[Dev tool] Civilization 4 XML translation tool

dbkblk · Jan 23, 2015

Maybe i'm a bit utopist but, billboards apart, shouldn't is there a better method to support unicode !?

A summary of what we know:
Text import process.
- The executable first lists all the text relative to the tags at the start of the game. (CvXMLLoadUtility::read())
- It imports all the language text, or english by default, into a cached file (memory ?)
- By hijacking importation, we can write files to UTF8 and convert unicode strings to local codepage during reading so the game store local codepage strings.
- All the standard functions render these local CP without the need to change anything else in the code.

Other infos:
- The game renders graphically the CityBillboard (name and current production), so no hope or magic for this.
- Standard text IS NOT rendered by the graphical engine, as we can write any character from the local codepage.
- Base files are written in iso8859-1, which is pretty limited to US and western europe languages.

Now, let's push this a little further.
WHAT IF... *drum rolls* we would rewrite the way it works with the known limits of the game ?
- Store EVERY character as number code (like in ISO8859-1 old method), for example & #1049;, in the xml (just need to modify a bit the xml parser to do this easily).
- The game starts and imports these number suite (we remove the conversion for now).
- Then we create new functions to convert & #1049; into an unicode char, rewrite getText to getUnicodeText and replace all the calls in the DLL codes (and in python, as 2.4 support unicode). If the game outputs ?, that does not necessarily mean that it don't know which char it is, but maybe it don't which one to render. "& # 1 0 4 9" is just a suite of ASCII chars.

It shouln't be impossible (if it work at all lol).

Now look at this (chinese) or this (japanese):

How can chinese, japanese, korean patches can exists using 2 bytes ? We are missing something here.

Nightinggale · Jan 23, 2015

dbkblk said:
- Base files are written in iso8859-1, which is pretty limited to US and western europe languages.

Wrong, though that is what you get from reading the forum.

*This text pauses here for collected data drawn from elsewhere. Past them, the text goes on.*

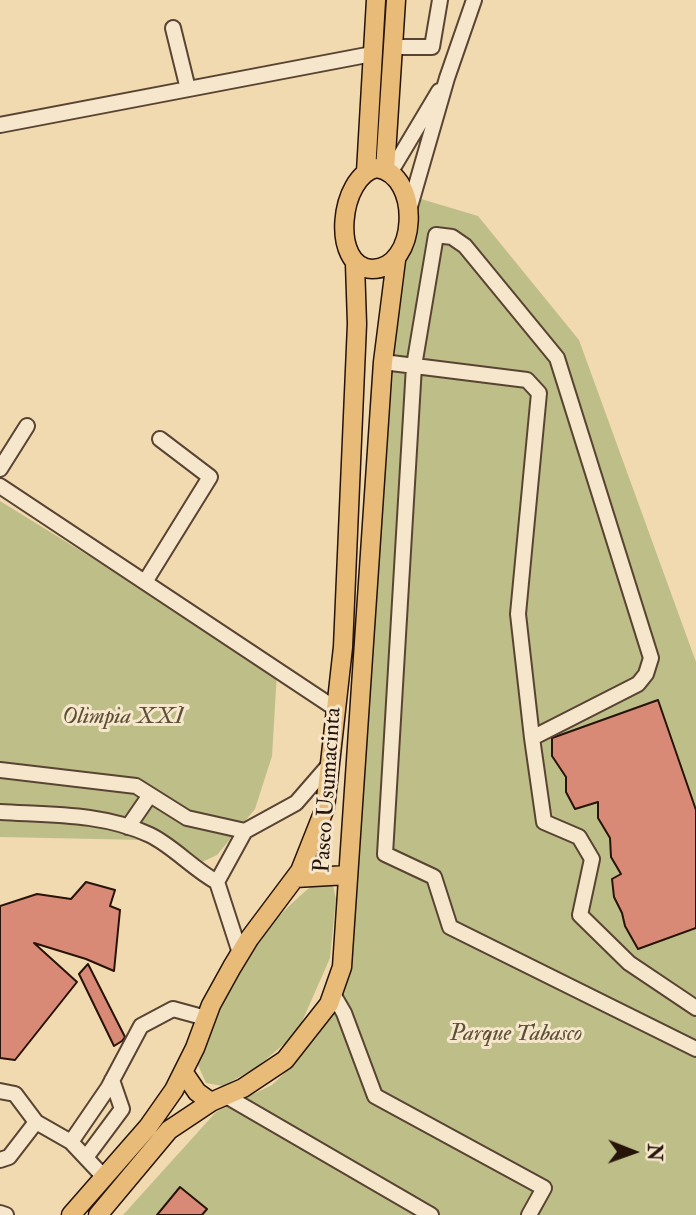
<!DOCTYPE html>
<html>
<head>
<meta charset="utf-8">
<style>
  body { margin:0 }
  #map { position:relative; width:696px; height:1215px; overflow:hidden; background:#f1d9b0; font-family:"IM FELL Double Pica",serif }
  canvas { display:block }
  .north { position:absolute; left:598px; top:1117px; width:70px; height:70px; -webkit-text-stroke:5px #f6e6cc; paint-order:stroke; rotate:91deg; font-size:19px; font-weight:700; line-height:28px; text-align:center; color:#261309 }
  .north::after { content:''; display:block; margin:auto; width:24px; height:32px; background:#261309; clip-path:polygon(50% 0,100% 100%,50% 72%,0 100%) }
</style>
</head>
<body>
<div id="map">
<canvas width="696" height="1215"></canvas>
<div class="north">N</div>
</div>
<script>
const ctx = document.querySelector('canvas').getContext('2d');
ctx.lineJoin = 'round';
function fill(path, color) {
  ctx.fillStyle = color;
  ctx.fill(path, 'evenodd');
}
function strokePath(path, color, width, dash) {
  ctx.strokeStyle = color;
  ctx.lineWidth = width;
  ctx.lineCap = dash ? 'butt' : 'round';
  ctx.setLineDash(dash || []);
  ctx.stroke(path);
}
function write(font, color, halo, rows, align = 'center') {
  ctx.font = font + ' "IM FELL Double Pica",serif';
  ctx.lineWidth = 6;
  ctx.setLineDash([]);
  ctx.textBaseline = 'middle';
  ctx.strokeStyle = halo;
  ctx.fillStyle = color;
  for (const [text, x, y, turn = 0] of rows) {
    ctx.save();
    ctx.translate(x, y);
    ctx.rotate((+turn || 0) * Math.PI / 180);
    ctx.textAlign = isNaN(turn) ? turn : align;
    if (halo) ctx.strokeText(text, 0, 0);
    ctx.fillText(text, 0, 0);
    ctx.restore();
  }
}
fill(new Path2D(`
  M 421,199 L 478,216 L 579,340 L 696,662 L 696,1215 L 123,1215 L 216,1112 L 272,1085 L 292,1066 L 318,1035 L 337,1006 L 352,953 L 359,816 L 401,269 Z
  M 0,501 L 277,672 L 272,756 L 255,809 L 217,855 L 185,870 L 145,840 L 0,837 Z
  M 313,885 L 333,886 L 336,899 L 330,958 L 297,1033 L 257,1067 L 223,1086 L 206,1083 L 198,1065 C 207,1042 214,1016 224,994 C 242,954 279,912 313,885 Z`), '#bebe88');
const building = new Path2D(`
  M 658,700 L 696,810 L 696,928 L 638,949 L 625,926 L 622,913 L 614,897 L 612,879 L 621,874 L 611,857 L 610,838 L 598,818 L 598,802 L 575,809 L 566,792 L 566,777 L 552,756 L 552,738 Z
  M 86,882 L 115,890 L 110,906 L 120,910 L 114,971 L 86,959 L 34,943 L 77,982 L 15,1060 L 0,1058 L 0,906 L 37,894 L 71,899 Z
  M 88,964 L 125,1037 L 122,1041 L 114,1046 L 79,974 Z
  M 180,1187 L 207,1209 L 202,1215 L 157,1215 Z`);
fill(building, '#d88a77');
strokePath(building, '#261309', 2);
const minor = new Path2D(`
  M 173,28 L 188,89
  M 393,47 L 432,47 L 440,0
  M 0,125 L 372,54
  M 390,173 L 439,91
  M 409,210 L 447,78 L 474,0
  M 383,362 L 527,380 L 539,393 L 518,614 L 532,738
  M 0,469 L 27,426
  M 0,486 L 336,709
  M 145,582 L 210,477 L 160,439
  M 0,770 L 136,786 L 187,818 L 245,831
  M 0,812 C 51,815 103,813 150,835 C 173,846 193,869 217,882
  M 128,827 L 150,795
  M 240,953 L 217,882 L 245,831 L 296,803 L 329,765
  M 333,994 L 344,1013 L 375,1096 L 544,1188 L 529,1215
  M 696,1008 L 629,963 L 580,915 L 592,859 L 579,837 L 544,822 L 532,738 L 638,684 L 646,674 L 651,658 L 557,358 L 465,246 L 452,237 L 436,235 L 414,366 L 385,854 L 434,877 L 450,927 L 696,1049
  M 0,1091 L 15,1094 L 36,1122 L 9,1157 L 0,1160
  M 226,1096 L 431,1215
  M 36,1122 L 71,1142 L 104,1177
  M 71,1142 L 108,1088 L 141,1026 L 173,1009 L 206,1018
  M 87,1156 L 122,1109 L 112,1080
  M 0,1213 L 6,1215`);
const major = new Path2D(`
  M 377,168 C 422,175 418,269 372,269 C 330,268 339,175 377,168 Z
  M 385,170 L 396,0
  M 366,172 L 376,0
  M 295,878 L 348,875
  M 184,1073 L 197,1092 L 211,1102
  M 71,1215 L 148,1127 L 174,1090 L 195,1048 L 211,1005 L 232,967 L 249,939 L 300,871 L 325,808 L 343,647 L 357,324 L 355,264
  M 98,1215 L 169,1130 L 211,1102 L 243,1088 L 285,1060 L 329,1004 L 342,967 L 383,362 L 396,260`);
strokePath(minor, '#594433', 18);
strokePath(major, '#261309', 21);
strokePath(minor, '#f6e6cc', 14);
strokePath(major, '#e8bc78', 18);
write('italic 23px', '#5b4f35', '#f6e6cc', [
  ["Olimpia XXI",123,718],
  ["Parque Tabasco",516,1035]
]);
write('23px', '#261309', '#f6e6cc', [
  ["Paseo Usumacinta",329,790,-86]
]);
</script>
</body>
</html>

It is actually CP1252, which for most characters is the same as iso8859-1. They are not 100% identical though.

dbkblk said:
How can chinese, japanese, korean patches can exists using 2 bytes ? We are missing something here.

Do you have an URL to those patches? I have been looking around, but I never actually found a download link for them. Maybe we can figure out how to do it, but if we figure out how they did it, it could be much faster.

dbkblk · Jan 23, 2015

Nightinggale said:
It is actually CP1252, which for most characters is the same as iso8859-1. They are not 100% identical though.

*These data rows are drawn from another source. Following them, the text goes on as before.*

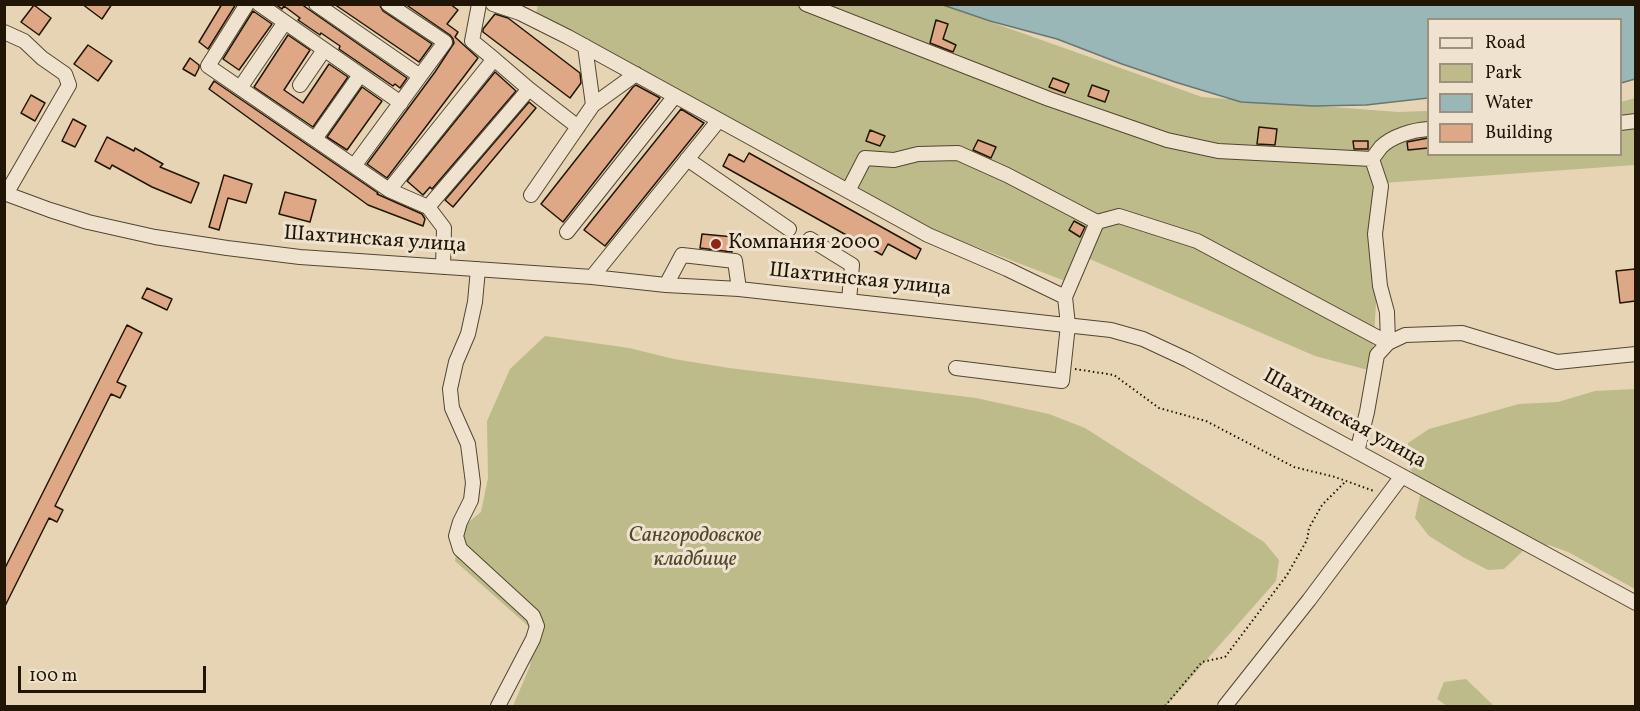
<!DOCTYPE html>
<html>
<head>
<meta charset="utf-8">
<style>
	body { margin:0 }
	#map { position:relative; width:1640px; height:711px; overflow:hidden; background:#e6d4b5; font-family:Vollkorn,serif }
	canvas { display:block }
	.frame { position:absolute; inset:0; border:6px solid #211605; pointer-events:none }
	.legend { position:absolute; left:1427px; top:18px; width:195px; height:138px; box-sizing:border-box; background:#efe3cf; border:2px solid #9d917e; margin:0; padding:8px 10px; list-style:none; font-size:18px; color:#211605 }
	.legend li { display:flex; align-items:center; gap:12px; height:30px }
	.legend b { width:30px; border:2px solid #9d917e }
	.scale { position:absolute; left:18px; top:666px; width:188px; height:27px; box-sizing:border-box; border:3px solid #211605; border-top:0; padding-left:8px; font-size:18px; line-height:21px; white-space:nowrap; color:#211605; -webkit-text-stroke:4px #efe3cf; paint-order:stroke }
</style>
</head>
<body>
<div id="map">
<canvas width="1640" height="711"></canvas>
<div class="frame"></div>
<ul class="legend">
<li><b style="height:8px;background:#efe3cf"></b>Road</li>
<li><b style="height:16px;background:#bcbb89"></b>Park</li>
<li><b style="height:16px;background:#99b7b6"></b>Water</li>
<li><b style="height:16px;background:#dea786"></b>Building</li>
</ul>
<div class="scale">100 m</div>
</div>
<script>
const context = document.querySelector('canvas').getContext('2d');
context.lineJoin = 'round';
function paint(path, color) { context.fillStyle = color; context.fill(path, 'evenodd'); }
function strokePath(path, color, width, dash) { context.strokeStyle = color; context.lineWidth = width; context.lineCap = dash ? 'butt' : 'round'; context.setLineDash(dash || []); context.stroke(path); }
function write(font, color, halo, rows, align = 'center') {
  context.font = font + ' Vollkorn,serif'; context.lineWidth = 6; context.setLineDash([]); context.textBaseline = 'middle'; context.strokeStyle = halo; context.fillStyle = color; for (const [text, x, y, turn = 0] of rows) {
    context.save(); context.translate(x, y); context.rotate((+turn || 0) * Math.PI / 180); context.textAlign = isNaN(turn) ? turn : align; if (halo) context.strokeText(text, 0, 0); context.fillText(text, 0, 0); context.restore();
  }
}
const green = new Path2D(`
	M538 4 943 5 1202 97 1398 112 1428 111V154H1620L1621 102 1635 98V165L1383 183 1372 371 1315 356 1085 257 1073 284 935 231 536 15Z
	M545 336 629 348 674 359 729 368 976 398 1049 414 1085 428 1264 542 1279 560 1276 581 1166 706H513L530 666 535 632 455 561 459 530 481 512 488 478 487 421 510 369Z
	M1635 389V589L1568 552 1549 545 1526 548 1504 569 1488 570 1463 557 1429 536 1415 518 1422 486 1407 465 1408 443 1429 429 1519 404 1558 402 1595 391Z
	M1466 679 1494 706H1447L1437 699 1444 682Z`);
const water = new Path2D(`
	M943 5H1635V79L1621 83 1620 20H1428V98L1366 105 1313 106 1241 102 1175 82 1122 64 1057 39 990 21Z`);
const building = new Path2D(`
	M82 4H112L102 19Z
	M222 4H236L208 49 199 42Z
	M275 4H301L407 78 400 88 395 84 393 86 339 49 340 46 321 33 320 35 298 20 300 18 284 6 282 9Z
	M334 4H379L383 11 432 44 419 62Z
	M405 4H450L458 10 447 24 458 32 455 37 478 58 387 178 367 164 435 72 454 43 453 39 450 35Z
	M34 5 51 18 39 35 21 22Z
	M253 11 272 24 239 70 223 59Z
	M495 14 508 18 580 73 581 83 570 98 483 32V29Z
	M936 20 948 24 943 39 956 45 953 52 930 43Z
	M288 35 310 50 284 90 303 103 329 64 348 77 313 127 254 87Z
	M88 45 112 61 98 81 74 64Z
	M190 58 199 65V68L195 76 183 69Z
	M495 72 516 91 432 189 430 187 423 195 407 181Z
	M1053 78 1069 84 1065 93 1049 87Z
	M214 81 378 193 377 194 422 214 425 219 423 226 368 205 209 89Z
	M636 85 660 98 563 222 541 204 633 87Z
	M1092 85 1109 91 1105 102 1088 96Z
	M362 87 382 101 347 150 327 137Z
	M31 95 45 103 35 121 21 113Z
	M529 102 536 108 453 207 445 200Z
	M681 109 704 123 605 246 584 230Z
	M73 119 86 126 75 147 62 141Z
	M1259 127 1277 129 1275 145 1257 144Z
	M870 130 885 136 880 146 866 141Z
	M107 137 134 151 135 148 163 164 160 167 199 183 191 203 152 187 112 165 110 169 95 161Z
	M1428 138V148L1408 150 1407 142Z
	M978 140 996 147 991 158 973 150Z
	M1353 141H1368V149H1354Z
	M749 153 921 249 916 259 888 244 882 255 723 166 729 154 744 162Z
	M224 175 252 184 246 203 228 198 219 230 209 227Z
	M285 192 316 200 310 222 279 214Z
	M1074 221 1085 227 1080 237 1069 230Z
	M702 234 734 237 732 252 700 248Z
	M1635 269V301L1620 303 1616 271Z
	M147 288 172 299 167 310 142 298Z
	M127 325 142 333 117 382 126 386 120 398 111 394 55 506 63 510 57 522 49 518 4 608V570Z`);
const path = new Path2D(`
	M1075 369 1114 375 1159 408 1206 421 1294 467 1335 477 1374 491
	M1165 706 1202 662 1225 657 1287 575 1307 540 1309 528 1322 505 1346 481`);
const minor = new Path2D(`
	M247 4 208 66 354 166
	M259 4 401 103
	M316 4 420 76
	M388 4 445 42 354 166 389 190
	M479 4 472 41 494 59
	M493 4 520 13 568 37 928 235 1007 269 1065 297 1068 325 1062 381 956 368
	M806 4 1049 99 1167 140 1218 151 1372 159C1375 155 1378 151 1381 147 1392 136 1413 130 1428 129
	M4 32 24 41 42 58 65 74 69 85 6 194
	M585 46 593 105
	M300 85 324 50
	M240 88 285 22
	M1620 123 1636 121
	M315 139 360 75
	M687 159 789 229
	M848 191 865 158 894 160 918 154 958 153 1007 175 1097 222
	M4 193 50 210 88 222 155 237 227 248 300 257 592 277 666 285 739 289 1111 330 1143 339 1188 360 1636 603
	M531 195 593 105 636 74
	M428 207 389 190 494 59 529 89
	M567 232 675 96
	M810 239 852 265 849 301
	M443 267 444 228 428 207 529 89 578 127
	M478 269 475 302 468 334 456 362 450 389 452 408 468 444 473 483 471 500 460 522 456 536 460 549 533 616 537 626 533 639 498 706
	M592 277 719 120
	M666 285 682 255 735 261 739 289
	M1065 297 1097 222 1119 216 1197 241 1388 343 1405 335 1462 333 1557 362 1636 354
	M1357 452 1367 412 1377 355 1388 343 1387 312 1380 286 1375 234 1381 186 1372 159
	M1225 706 1309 600 1402 476`);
const markers = [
	[716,244,6,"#8f2418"]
];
const streetNames = [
	["Шахтинская улица",375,241,4],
	["Шахтинская улица",860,281,6],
	["Шахтинская улица",1344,420,29]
];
const poiNames = [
	["Компания 2000",728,244]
];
const parkNames = [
	["Сангородовское",695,537],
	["кладбище",695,561]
];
paint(green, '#bcbb89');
paint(water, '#99b7b6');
strokePath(water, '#69776f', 1.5);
paint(building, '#dea786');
strokePath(building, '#211605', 1.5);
strokePath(minor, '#524631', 16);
strokePath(path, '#211605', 2, [1.5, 3]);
strokePath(minor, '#efe3cf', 14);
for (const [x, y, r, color] of markers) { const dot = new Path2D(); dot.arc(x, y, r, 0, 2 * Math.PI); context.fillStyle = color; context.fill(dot); strokePath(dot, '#efe3cf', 2); }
write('21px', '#211605', '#efe3cf', streetNames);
write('21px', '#211605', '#efe3cf', poiNames, 'left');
write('italic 21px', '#50482d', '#efe3cf', parkNames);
</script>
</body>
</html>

You're right, the XML heading is misleading.

Nightinggale said:
Do you have an URL to those patches? I have been looking around, but I never actually found a download link for them. Maybe we can figure out how to do it, but if we figure out how they did it, it could be much faster.

I have the korean patch and a japanese patch for a really old version. I have not found a 3C chinese patch (i don't why 3C, but russian also called their patch 3C).
None of these gave the source code of course.
Do you think you can grab the DLL output on getText calls with your wonderful C++ skills ?

Links:
Japanese patch for RoM 2.71
Korean patch for AND rev618.
The same original files from the same revision as the Korean patch (to compare).

The full source code of our mod at revision 618 is here.

dbkblk · Jan 23, 2015

Korean patch, CvAppInterface.py, line 58

Code:

	# ENABLE_CJK
	sys.setdefaultencoding('utf-8')

EDIT: Wooh ! This plus a pinch of brain sauce made it to fix the last python i encountered. Thank you koreans !

Nightinggale · Jan 23, 2015

dbkblk said:
Korean patch, CvAppInterface.py, line 58

Code:

# ENABLE_CJK sys.setdefaultencoding('utf-8')

EDIT: Wooh ! This plus a pinch of brain sauce made it to fix the last python i encountered. Thank you koreans !

Looking up this function I get that it should not be used. Instead people should use utf-8 (isn't that what we want?).

The question is if we need to do something similar in the DLL. I once tried to do that, but.... that didn't go well. The main problem is that the compiler is from 2003 and I tried using a function, which was introduced in 2005. For some reason finding online documentation on how to code prior to functions introduced 10 years ago is a near impossible task.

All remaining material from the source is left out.